Un piccolo uccelletto di palude silenzioso e insignificante, quindi? Niente di più lontano dal vero!
Già è un miracolo vederlo, ma se per caso riusciste a scorgerlo in movimento restereste a bocca aperta! Cammina tra le piante ondeggiando! Piegandosi continuamente sulle zampe in modo ipnotico e un po’ buffo. La testa “rompe il ritmo” solo se c’è qualcosa da osservare, per il resto segue l’ondulante balletto mentre spinge il becco nel fango in cerca di invertebrati. Se lo riesci a vedere bene, poi, resti, di nuovo, a bocca aperta, per la splendida livrea! Strisce di verde cangiante quasi contenute da due coppie di lunge linee gialle! Ma...non era mimetico?
Tanto silenzioso in svernamento, è vero (sentirlo emettere un verso è un’altra botta di fortuna), quanto “rumoroso” in riproduzione.
Il nostro piccolo limicolo, infatti, come altri della sua famiglia, gli Scolopacidi (la stessa della Beccaccia e del Beccaccino), non si risparmia in termini di canto territoriale e parate in volo! Ed eccolo, nelle notti del Grande Nord volare, salire, iniziare a scendere e…galoppare!
Il “canto” o, meglio, il “drumming” del Frullino è una delle incredibili meraviglie di questo pianeta. Un suono ritmico, sordo, lontano quando il “cantante” si avvicina e vicino quando va via (non chiedetemi come fa!), difficile da definire.
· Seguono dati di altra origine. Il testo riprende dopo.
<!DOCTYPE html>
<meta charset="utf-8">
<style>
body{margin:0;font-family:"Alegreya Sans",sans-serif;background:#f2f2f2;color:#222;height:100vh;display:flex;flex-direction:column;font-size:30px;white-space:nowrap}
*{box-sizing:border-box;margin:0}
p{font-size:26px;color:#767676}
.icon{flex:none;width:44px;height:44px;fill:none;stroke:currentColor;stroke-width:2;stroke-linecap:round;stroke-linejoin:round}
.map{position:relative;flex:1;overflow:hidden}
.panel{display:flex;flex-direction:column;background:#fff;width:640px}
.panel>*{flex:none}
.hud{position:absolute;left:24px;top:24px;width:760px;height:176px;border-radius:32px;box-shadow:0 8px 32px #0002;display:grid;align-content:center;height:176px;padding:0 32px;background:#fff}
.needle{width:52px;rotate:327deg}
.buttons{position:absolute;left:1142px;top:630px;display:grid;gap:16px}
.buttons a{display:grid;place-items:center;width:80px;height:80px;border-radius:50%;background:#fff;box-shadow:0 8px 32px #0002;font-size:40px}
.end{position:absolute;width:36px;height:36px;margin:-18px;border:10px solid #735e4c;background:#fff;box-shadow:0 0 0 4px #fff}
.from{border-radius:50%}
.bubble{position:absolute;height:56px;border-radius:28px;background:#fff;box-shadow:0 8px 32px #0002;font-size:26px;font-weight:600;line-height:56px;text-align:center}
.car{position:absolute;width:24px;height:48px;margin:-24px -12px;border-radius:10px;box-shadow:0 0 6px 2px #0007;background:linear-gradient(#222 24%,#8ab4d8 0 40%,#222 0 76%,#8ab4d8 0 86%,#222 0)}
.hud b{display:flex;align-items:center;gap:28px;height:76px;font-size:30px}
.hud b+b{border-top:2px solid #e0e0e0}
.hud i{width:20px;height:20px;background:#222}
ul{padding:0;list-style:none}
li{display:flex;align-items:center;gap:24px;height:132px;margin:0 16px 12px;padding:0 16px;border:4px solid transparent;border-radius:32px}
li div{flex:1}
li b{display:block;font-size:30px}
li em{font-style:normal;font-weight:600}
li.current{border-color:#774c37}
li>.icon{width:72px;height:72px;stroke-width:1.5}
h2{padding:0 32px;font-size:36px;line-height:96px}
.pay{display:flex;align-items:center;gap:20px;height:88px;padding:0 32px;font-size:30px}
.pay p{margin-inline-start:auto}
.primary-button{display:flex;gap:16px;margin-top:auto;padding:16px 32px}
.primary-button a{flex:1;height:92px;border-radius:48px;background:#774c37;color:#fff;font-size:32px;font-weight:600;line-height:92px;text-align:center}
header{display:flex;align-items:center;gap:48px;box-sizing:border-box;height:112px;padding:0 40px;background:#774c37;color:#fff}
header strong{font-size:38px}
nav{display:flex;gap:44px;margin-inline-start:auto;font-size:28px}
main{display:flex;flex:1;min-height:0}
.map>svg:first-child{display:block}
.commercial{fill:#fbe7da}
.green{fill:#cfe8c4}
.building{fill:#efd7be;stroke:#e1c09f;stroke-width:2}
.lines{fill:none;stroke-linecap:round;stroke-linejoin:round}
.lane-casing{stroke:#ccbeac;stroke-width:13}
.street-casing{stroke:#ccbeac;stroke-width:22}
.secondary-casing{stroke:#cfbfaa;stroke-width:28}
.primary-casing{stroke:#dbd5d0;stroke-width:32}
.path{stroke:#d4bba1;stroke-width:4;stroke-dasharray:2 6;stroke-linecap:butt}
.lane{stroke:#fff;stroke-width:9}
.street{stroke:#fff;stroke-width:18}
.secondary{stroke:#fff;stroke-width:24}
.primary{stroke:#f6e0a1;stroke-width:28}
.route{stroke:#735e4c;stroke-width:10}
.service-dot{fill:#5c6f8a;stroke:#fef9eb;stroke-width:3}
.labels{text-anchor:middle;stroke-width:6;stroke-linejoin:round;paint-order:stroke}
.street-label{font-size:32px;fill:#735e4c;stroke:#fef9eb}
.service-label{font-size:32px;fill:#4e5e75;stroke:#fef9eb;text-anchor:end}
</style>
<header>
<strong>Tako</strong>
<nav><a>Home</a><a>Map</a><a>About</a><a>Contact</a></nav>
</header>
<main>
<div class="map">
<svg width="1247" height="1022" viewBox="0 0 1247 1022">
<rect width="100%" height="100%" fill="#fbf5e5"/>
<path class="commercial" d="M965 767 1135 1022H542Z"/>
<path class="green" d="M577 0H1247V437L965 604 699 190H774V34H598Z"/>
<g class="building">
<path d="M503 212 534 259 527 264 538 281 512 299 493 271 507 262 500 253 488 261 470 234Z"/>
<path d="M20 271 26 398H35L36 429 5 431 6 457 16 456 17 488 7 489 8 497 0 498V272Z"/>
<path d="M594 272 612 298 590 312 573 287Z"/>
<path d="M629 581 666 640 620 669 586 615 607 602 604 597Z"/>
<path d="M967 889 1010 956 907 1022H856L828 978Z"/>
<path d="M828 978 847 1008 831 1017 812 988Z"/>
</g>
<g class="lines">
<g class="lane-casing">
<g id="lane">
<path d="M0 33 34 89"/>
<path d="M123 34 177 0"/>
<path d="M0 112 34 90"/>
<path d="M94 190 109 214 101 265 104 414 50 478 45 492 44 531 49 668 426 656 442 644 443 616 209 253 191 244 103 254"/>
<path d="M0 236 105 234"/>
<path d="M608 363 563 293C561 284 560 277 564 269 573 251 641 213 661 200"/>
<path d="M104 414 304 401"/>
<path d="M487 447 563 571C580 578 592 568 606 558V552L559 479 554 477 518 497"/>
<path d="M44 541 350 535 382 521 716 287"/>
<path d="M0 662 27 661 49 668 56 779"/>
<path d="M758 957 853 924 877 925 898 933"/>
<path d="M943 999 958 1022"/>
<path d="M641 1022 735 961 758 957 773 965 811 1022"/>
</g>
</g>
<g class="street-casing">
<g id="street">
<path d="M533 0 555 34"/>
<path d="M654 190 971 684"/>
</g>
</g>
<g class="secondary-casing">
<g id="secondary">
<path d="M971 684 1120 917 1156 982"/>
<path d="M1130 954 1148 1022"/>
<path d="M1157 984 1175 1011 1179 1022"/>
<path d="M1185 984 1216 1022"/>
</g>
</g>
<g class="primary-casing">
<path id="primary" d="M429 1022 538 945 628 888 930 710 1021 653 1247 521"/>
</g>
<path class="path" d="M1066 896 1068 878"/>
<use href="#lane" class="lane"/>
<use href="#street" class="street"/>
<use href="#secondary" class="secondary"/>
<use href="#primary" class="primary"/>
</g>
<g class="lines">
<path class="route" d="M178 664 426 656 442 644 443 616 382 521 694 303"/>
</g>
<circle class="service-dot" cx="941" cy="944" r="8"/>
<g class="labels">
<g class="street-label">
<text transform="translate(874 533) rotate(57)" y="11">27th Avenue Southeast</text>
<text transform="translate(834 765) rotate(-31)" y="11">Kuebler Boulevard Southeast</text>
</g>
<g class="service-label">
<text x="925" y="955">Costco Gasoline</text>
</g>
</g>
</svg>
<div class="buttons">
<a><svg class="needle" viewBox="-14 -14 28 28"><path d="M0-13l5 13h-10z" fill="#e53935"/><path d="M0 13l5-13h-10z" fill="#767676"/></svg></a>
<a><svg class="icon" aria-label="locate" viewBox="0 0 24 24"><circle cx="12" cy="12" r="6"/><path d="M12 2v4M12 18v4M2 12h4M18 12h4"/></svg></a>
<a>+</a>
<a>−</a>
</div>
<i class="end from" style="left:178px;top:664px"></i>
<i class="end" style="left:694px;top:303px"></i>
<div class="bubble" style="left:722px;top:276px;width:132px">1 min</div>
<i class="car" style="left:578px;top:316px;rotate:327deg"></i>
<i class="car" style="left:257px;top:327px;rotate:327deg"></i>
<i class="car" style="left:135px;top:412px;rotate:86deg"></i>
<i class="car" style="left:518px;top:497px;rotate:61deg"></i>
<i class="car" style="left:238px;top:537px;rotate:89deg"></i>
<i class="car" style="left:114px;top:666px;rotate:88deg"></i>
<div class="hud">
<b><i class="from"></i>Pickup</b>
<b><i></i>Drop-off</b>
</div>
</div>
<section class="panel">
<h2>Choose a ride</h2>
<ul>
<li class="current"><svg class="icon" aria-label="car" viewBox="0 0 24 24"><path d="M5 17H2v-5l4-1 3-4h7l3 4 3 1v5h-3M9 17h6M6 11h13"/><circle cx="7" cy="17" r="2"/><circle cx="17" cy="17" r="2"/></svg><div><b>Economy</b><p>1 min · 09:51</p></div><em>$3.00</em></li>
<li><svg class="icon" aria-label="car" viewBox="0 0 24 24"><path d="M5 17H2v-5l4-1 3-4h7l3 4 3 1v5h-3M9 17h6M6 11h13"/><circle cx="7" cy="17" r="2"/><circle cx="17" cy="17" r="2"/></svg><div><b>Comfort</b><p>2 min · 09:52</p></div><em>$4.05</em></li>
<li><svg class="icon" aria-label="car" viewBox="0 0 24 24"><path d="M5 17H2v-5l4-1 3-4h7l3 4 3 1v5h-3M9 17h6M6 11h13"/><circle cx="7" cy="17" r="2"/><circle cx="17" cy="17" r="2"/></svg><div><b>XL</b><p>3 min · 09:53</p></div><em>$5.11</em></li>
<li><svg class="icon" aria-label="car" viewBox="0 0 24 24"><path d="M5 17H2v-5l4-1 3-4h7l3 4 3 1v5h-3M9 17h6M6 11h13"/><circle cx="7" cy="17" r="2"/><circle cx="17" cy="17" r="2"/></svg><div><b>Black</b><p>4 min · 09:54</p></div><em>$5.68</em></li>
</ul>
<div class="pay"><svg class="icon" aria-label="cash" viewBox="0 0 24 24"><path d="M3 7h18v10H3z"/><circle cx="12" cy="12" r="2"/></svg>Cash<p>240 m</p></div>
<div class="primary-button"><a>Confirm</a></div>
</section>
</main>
La più bella descrizione che ho mai sentito lo racconta come “il galoppo di un cavallino che corre su un lago ghiacciato”. Per via della miriade di suoni fruscianti, elettrici e scricchiolanti che punteggiano e riempiono la parte ritmica!
Pare che presso alcuni popoli nordici sia nato il “mito” di un cavallo volante proprio ascoltando il canto del Frullino e il drumming del Beccaccino nelle notti di primavera. Una sorta di minuscolo Pegaso boreale che ci viene a trovare ogni anno, portando un messaggio silenzioso da posti lontani, dal mondo reale dove conta la vita, il volo, il canto e in cui confini e conflitti sono solo una follia suicida inventata dalle scimmie nude, la sotto.